Task to carry out =
When a line in the entries below contains "Block", tally it; give the tally with nothing added.

::::::

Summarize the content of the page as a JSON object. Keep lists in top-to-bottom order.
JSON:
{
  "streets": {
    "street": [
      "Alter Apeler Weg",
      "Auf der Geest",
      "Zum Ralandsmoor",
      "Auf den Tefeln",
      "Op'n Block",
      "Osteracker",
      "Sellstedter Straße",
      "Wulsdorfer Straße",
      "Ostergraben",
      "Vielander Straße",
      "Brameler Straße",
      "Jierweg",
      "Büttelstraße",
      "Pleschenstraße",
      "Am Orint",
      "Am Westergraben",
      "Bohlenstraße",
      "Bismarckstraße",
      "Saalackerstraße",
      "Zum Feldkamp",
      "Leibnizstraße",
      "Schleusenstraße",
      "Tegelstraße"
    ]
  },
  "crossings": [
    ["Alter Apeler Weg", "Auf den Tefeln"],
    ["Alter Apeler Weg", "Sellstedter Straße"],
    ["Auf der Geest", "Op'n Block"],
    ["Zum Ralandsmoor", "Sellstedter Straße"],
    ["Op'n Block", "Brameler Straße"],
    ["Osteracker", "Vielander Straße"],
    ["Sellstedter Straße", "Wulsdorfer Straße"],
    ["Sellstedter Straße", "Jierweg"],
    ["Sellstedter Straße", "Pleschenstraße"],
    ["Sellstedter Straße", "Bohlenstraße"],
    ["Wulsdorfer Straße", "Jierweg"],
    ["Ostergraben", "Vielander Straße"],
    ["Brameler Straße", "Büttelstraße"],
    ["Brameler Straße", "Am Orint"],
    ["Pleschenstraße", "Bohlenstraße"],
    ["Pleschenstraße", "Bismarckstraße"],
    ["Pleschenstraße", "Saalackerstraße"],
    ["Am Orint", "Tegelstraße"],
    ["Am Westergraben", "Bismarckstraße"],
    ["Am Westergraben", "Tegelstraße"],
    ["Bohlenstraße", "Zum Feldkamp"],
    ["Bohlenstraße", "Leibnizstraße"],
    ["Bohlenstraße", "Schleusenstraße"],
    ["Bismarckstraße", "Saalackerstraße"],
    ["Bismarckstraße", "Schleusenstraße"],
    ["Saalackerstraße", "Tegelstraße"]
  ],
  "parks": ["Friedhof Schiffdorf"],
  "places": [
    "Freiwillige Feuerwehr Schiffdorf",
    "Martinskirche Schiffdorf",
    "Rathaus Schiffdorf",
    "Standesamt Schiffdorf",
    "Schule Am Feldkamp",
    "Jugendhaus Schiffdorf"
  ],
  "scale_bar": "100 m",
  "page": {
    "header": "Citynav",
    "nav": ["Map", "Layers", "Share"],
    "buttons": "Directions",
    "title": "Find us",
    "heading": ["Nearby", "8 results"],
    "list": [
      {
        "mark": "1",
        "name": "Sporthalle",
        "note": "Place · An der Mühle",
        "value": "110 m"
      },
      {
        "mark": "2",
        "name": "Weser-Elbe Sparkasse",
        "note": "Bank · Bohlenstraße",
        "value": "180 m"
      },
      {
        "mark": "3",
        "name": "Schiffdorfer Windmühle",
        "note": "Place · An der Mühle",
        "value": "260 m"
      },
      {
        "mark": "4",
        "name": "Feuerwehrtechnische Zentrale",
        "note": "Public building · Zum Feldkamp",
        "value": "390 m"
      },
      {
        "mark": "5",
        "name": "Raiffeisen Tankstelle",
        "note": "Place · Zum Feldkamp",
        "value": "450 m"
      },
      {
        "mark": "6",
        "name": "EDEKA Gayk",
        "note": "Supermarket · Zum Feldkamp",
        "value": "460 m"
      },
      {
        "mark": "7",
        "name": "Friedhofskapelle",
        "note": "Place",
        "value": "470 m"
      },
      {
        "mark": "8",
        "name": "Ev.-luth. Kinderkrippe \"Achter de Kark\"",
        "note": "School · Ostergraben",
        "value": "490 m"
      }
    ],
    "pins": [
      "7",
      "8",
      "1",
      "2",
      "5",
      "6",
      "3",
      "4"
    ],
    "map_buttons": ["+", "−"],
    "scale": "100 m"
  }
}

::::::

Exercise output =
3